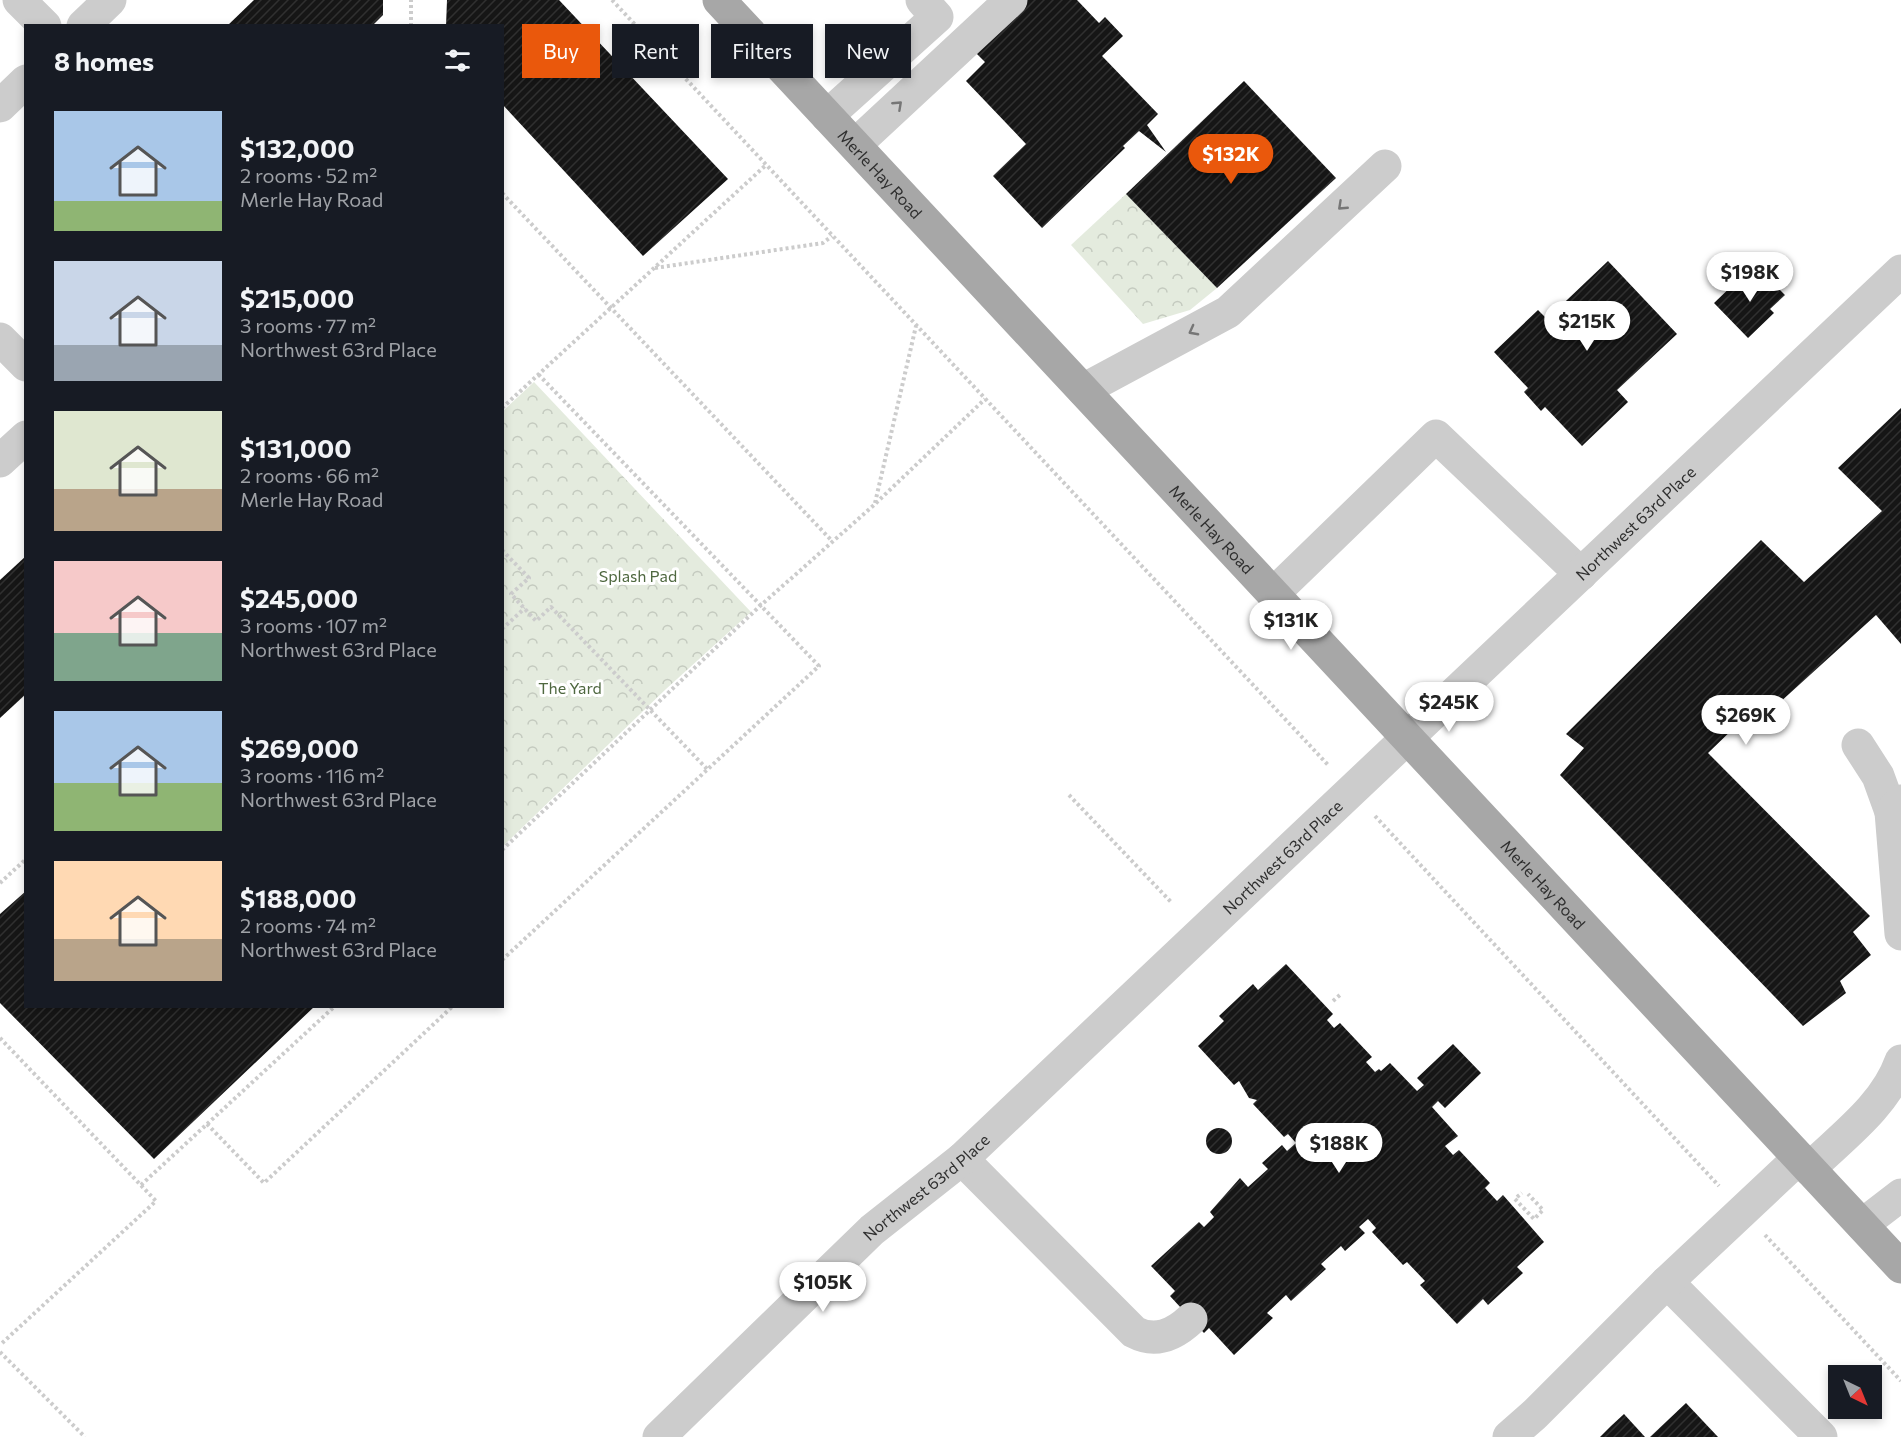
<!DOCTYPE html>
<meta charset="utf-8">
<style>
body{margin:0;font-family:Commissioner,sans-serif;background:#20242c;color:#f1f3f6;height:100vh;display:flex;flex-direction:column;font-size:22px;white-space:nowrap}
*{box-sizing:border-box;margin:0}
p{font-size:20px;color:#9ea1a6}
.icon{flex:none;width:33px;height:33px;fill:none;stroke:currentColor;stroke-width:2;stroke-linecap:round;stroke-linejoin:round}
.map{position:relative;flex:1;overflow:hidden}
.drawer{position:absolute;left:24px;top:24px;width:480px;height:984px;display:flex;flex-direction:column;background:#171b24;border-radius:0px;box-shadow:0 3px 9px #0003}
.drawer>*{flex:none}
.guide{position:absolute;left:522px;top:24px;width:570px;height:54px;display:flex;gap:12px}
.needle{width:39px;rotate:137deg}
.buttons{position:absolute;left:1828px;top:1365px;display:grid;gap:12px}
.buttons a{display:grid;place-items:center;width:54px;height:54px;border-radius:0px;background:#171b24;box-shadow:0 3px 9px #0003;font-size:30px}
.price{position:absolute;translate:-50% -51px;padding:0 14px;border-radius:21px;background:#fff;color:#222;font-size:20px;line-height:39px;filter:drop-shadow(0 2px 3px #0008)}
.price::after{content:'';position:absolute;left:50%;top:36px;width:18px;height:14px;margin-left:-9px;background:inherit;clip-path:polygon(0 0,100% 0,50% 100%)}
.price.on{background:#ea580c;color:#fff}
ul{padding:0;list-style:none}
li{display:flex;align-items:center;gap:18px;height:150px;padding:0 30px}
li span{display:grid;place-items:center;flex:none;width:168px;height:120px;border-radius:0px;color:#555}
li>.icon{margin-inline-start:auto}
span .icon{width:72px;height:72px;fill:#fffc;stroke-width:1}
li b{font-size:26px}
h2{display:flex;justify-content:space-between;align-items:center;height:72px;padding:0 30px;font-size:26px}
.chip{padding:0 21px;border-radius:0px;background:#171b24;box-shadow:0 3px 9px #0003;font-size:21px;line-height:54px}
.chip.on{background:#ea580c;color:#fff}
.map>svg:first-child{display:block}
.forest{fill:url(#forest-crowns)}
.building{fill:url(#building-hatch)}
.lines{fill:none;stroke-linecap:round;stroke-linejoin:round}
.path{stroke:#ccc;stroke-width:4;stroke-dasharray:3 3;stroke-linecap:butt}
.minor{stroke:#ccc;stroke-width:33}
.major{stroke:#a7a7a7;stroke-width:33}
.oneway{stroke:#767676}
.labels{text-anchor:middle;dominant-baseline:central;stroke-width:6;stroke-linejoin:round;paint-order:stroke}
.street-label{font-size:16px;fill:#2f2f2f;stroke:#fff}
.park-label{font-size:16px;fill:#4f6840;stroke:#fff}
</style>
<div class="map">
<svg width="1901" height="1437" viewBox="0 0 1901 1437">
<defs>
<pattern id="forest-crowns" width="20" height="18" patternUnits="userSpaceOnUse" patternTransform="scale(1.5)"><rect width="20" height="18" fill="#e4ebde"/><path d="M2 6a3 3 0 1 1 6 0M12 15a3 3 0 1 1 6 0" fill="none" stroke="#c4cabf"/></pattern>
<pattern id="building-hatch" width="6" height="6" patternUnits="userSpaceOnUse" patternTransform="scale(1.5)"><rect width="6" height="6" fill="#161616"/><path d="M-1 1l2-2M0 6l6-6M5 7l2-2" fill="none" stroke="#303030"/></pattern>
</defs>
<rect width="100%" height="100%" fill="#fff"/>
<g class="forest">
<path d="M1126 194 1217 288 1190 310 1143 324 1071 245Z"/>
<path d="M534 382 751 612 666 689 503 846V411Z"/>
</g>
<g class="building">
<path d="M254 0H383V15L372 26H227Z"/>
<path d="M447 0H559L728 179 643 256 502 104V26H446Z"/>
<path d="M1023 0H1077L1099 23 1105 17 1123 36 1102 56 1158 114 1147 125 1166 152 1139 131 1123 146 1125 148 1042 228 993 176 1026 144 966 81 985 62 972 49Z"/>
<path d="M1244 81 1336 178 1217 288 1126 194Z"/>
<path d="M1608 261 1677 334 1617 390 1628 402 1582 446 1545 407 1541 411 1524 392 1528 388 1494 352 1538 310 1547 319Z"/>
<path d="M1761 271 1785 295 1770 309 1774 313 1748 338 1714 303 1740 278 1746 285Z"/>
<path d="M1901 408V644L1876 615 1777 705 1765 698 1708 753 1870 916 1853 932 1871 955 1840 981 1846 993 1803 1026 1560 775 1584 748 1566 734 1761 540 1804 582 1882 511 1838 468Z"/>
<path d="M26 556V694L0 718V580Z"/>
<path d="M26 891V1006H315L154 1159 0 1003V914Z"/>
<path d="M1286 964 1333 1014 1327 1020 1334 1028 1340 1023 1372 1057 1366 1062 1375 1072 1379 1069 1381 1071 1390 1063 1417 1091 1424 1085 1417 1078 1453 1044 1481 1073 1445 1108 1438 1101 1432 1107 1458 1136 1445 1146 1453 1155 1459 1150 1490 1183 1485 1188 1497 1201 1503 1195 1544 1242 1517 1267 1523 1273 1488 1305 1483 1299 1457 1324 1420 1285 1425 1281 1407 1262 1403 1265 1372 1232 1376 1228 1368 1219 1359 1227 1365 1233 1345 1251 1341 1246 1321 1264 1326 1269 1291 1301 1286 1295 1267 1313 1273 1318 1234 1355 1209 1328 1204 1333 1170 1296 1175 1291 1151 1266 1199 1222 1204 1227 1214 1217 1210 1212 1240 1178 1248 1187 1268 1169 1262 1163 1282 1145 1287 1151 1296 1143 1288 1134 1284 1137 1253 1104 1257 1100 1249 1098 1239 1081 1234 1085 1198 1046 1224 1021 1219 1016 1253 984 1258 990Z"/>
<circle cx="1219" cy="1141" r="13"/>
<path d="M1686 1403 1718 1437H1650Z"/>
<path d="M1624 1414 1645 1437H1600L1611 1426Z"/>
</g>
<g class="lines">
<g class="path">
<path d="M612 0 1329 766"/>
<path d="M411 26V0"/>
<path d="M502 193 832 541"/>
<path d="M655 268 823 243 832 236"/>
<path d="M502 408 766 165"/>
<path d="M875 503 916 326"/>
<path d="M502 550 529 578 511 594 536 621 551 607 708 770"/>
<path d="M502 629 525 608"/>
<path d="M1069 795 1171 902"/>
<path d="M1375 816 1719 1186"/>
<path d="M502 850 760 606 874 505 985 399"/>
<path d="M0 883 26 859"/>
<path d="M502 960 819 666 538 374"/>
<path d="M1333 1001 1340 995"/>
<path d="M0 1038 156 1201 0 1345"/>
<path d="M207 1124 264 1183 453 1006"/>
<path d="M141 1185 335 1006"/>
<path d="M1517 1197 1522 1193"/>
<path d="M1515 1199 1534 1219 1543 1210 1528 1194"/>
<path d="M1765 1235 1901 1381"/>
<path d="M0 1352 85 1437"/>
</g>
<g class="minor">
<path d="M19 0 45 26"/>
<path d="M83 26 110 0"/>
<path d="M0 106 26 81"/>
<path d="M827 116 937 17 922 0"/>
<path d="M855 145 1011 0"/>
<path d="M0 339 26 365"/>
<path d="M1083 390 1228 312 1385 166"/>
<path d="M0 461 26 437"/>
<path d="M1273 594 1436 436 1581 574"/>
<path d="M1858 745 1878 776 1891 812"/>
<path d="M1901 801 1891 812 1901 934"/>
<path d="M962 1159 1134 1332C1155 1343 1174 1335 1191 1319"/>
<path d="M1809 1169C1843 1136 1885 1106 1901 1061"/>
<path d="M1862 1225 1901 1195"/>
<path d="M1667 1282 1821 1437"/>
<path id="s1" d="M659 1437 872 1230 962 1159 1901 271"/>
<path d="M1509 1437 1534 1415 1667 1282 1799 1158"/>
</g>
<path class="major" id="s2" d="M719 0 1901 1267"/>
</g>
<defs><path id="oneway-chevron" d="M-2-3.5L2.5 0L-2 3.5" fill="none" stroke-width="1.6" stroke-linecap="round" stroke-linejoin="round" transform="scale(1.5)"/></defs>
<g class="oneway">
<use href="#oneway-chevron" transform="translate(898 105) rotate(-43)"/>
<use href="#oneway-chevron" transform="translate(1342 206) rotate(137)"/>
<use href="#oneway-chevron" transform="translate(1193 331) rotate(152)"/>
</g>
<g class="labels">
<g class="street-label">
<text stroke="none"><textPath href="#s2" startOffset="237">Merle Hay Road</textPath></text>
<text stroke="none"><textPath href="#s1" startOffset="1338">Northwest 63rd Place</textPath></text>
<text stroke="none"><textPath href="#s2" startOffset="723">Merle Hay Road</textPath></text>
<text stroke="none"><textPath href="#s1" startOffset="852">Northwest 63rd Place</textPath></text>
<text stroke="none"><textPath href="#s2" startOffset="1209">Merle Hay Road</textPath></text>
<text stroke="none"><textPath href="#s1" startOffset="366">Northwest 63rd Place</textPath></text>
</g>
<g class="park-label">
<text x="638" y="575">Splash Pad</text>
<text x="570" y="687">The Yard</text>
</g>
</g>
</svg>
<div class="buttons">
<a><svg class="needle" viewBox="-14 -14 28 28"><path d="M0-13l5 13h-10z" fill="#e53935"/><path d="M0 13l5-13h-10z" fill="#9ea1a6"/></svg></a>
</div>
<b class="price on" style="left:1231px;top:185px">$132K</b>
<b class="price" style="left:1750px;top:303px">$198K</b>
<b class="price" style="left:1587px;top:352px">$215K</b>
<b class="price" style="left:1291px;top:651px">$131K</b>
<b class="price" style="left:1449px;top:733px">$245K</b>
<b class="price" style="left:1746px;top:746px">$269K</b>
<b class="price" style="left:1339px;top:1174px">$188K</b>
<b class="price" style="left:823px;top:1313px">$105K</b>
<div class="guide">
<a class="chip on">Buy</a>
<a class="chip">Rent</a>
<a class="chip">Filters</a>
<a class="chip">New</a>
</div>
<section class="drawer">
<h2>8 homes<svg class="icon" aria-label="filters" viewBox="0 0 24 24"><path d="M4 7h16M4 17h16"/><circle cx="9" cy="7" r="2"/><circle cx="15" cy="17" r="2"/></svg></h2>
<ul>
<li><span style="background:linear-gradient(#a9c7e8 75%,#8fb573 0)"><svg class="icon" aria-label="home" viewBox="0 0 24 24"><path d="M3 11l9-7 9 7M6 9v11h12V9"/></svg></span><div><b>$132,000</b><p>2 rooms · 52 m²</p><p>Merle Hay Road</p></div></li>
<li><span style="background:linear-gradient(#c9d6e8 70%,#9aa5b1 0)"><svg class="icon" aria-label="home" viewBox="0 0 24 24"><path d="M3 11l9-7 9 7M6 9v11h12V9"/></svg></span><div><b>$215,000</b><p>3 rooms · 77 m²</p><p>Northwest 63rd Place</p></div></li>
<li><span style="background:linear-gradient(#dfe7d0 65%,#b9a48a 0)"><svg class="icon" aria-label="home" viewBox="0 0 24 24"><path d="M3 11l9-7 9 7M6 9v11h12V9"/></svg></span><div><b>$131,000</b><p>2 rooms · 66 m²</p><p>Merle Hay Road</p></div></li>
<li><span style="background:linear-gradient(#f6c9c9 60%,#7fa58c 0)"><svg class="icon" aria-label="home" viewBox="0 0 24 24"><path d="M3 11l9-7 9 7M6 9v11h12V9"/></svg></span><div><b>$245,000</b><p>3 rooms · 107 m²</p><p>Northwest 63rd Place</p></div></li>
<li><span style="background:linear-gradient(#a9c7e8 60%,#8fb573 0)"><svg class="icon" aria-label="home" viewBox="0 0 24 24"><path d="M3 11l9-7 9 7M6 9v11h12V9"/></svg></span><div><b>$269,000</b><p>3 rooms · 116 m²</p><p>Northwest 63rd Place</p></div></li>
<li><span style="background:linear-gradient(#ffd9b3 65%,#b9a48a 0)"><svg class="icon" aria-label="home" viewBox="0 0 24 24"><path d="M3 11l9-7 9 7M6 9v11h12V9"/></svg></span><div><b>$188,000</b><p>2 rooms · 74 m²</p><p>Northwest 63rd Place</p></div></li>
</ul>
</section>
</div>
_ _ _ _
[Task description]: Your job is to copy out every line from the records above that has the word "href".

[Output of the task]:
<use href="#oneway-chevron" transform="translate(898 105) rotate(-43)"/>
<use href="#oneway-chevron" transform="translate(1342 206) rotate(137)"/>
<use href="#oneway-chevron" transform="translate(1193 331) rotate(152)"/>
<text stroke="none"><textPath href="#s2" startOffset="237">Merle Hay Road</textPath></text>
<text stroke="none"><textPath href="#s1" startOffset="1338">Northwest 63rd Place</textPath></text>
<text stroke="none"><textPath href="#s2" startOffset="723">Merle Hay Road</textPath></text>
<text stroke="none"><textPath href="#s1" startOffset="852">Northwest 63rd Place</textPath></text>
<text stroke="none"><textPath href="#s2" startOffset="1209">Merle Hay Road</textPath></text>
<text stroke="none"><textPath href="#s1" startOffset="366">Northwest 63rd Place</textPath></text>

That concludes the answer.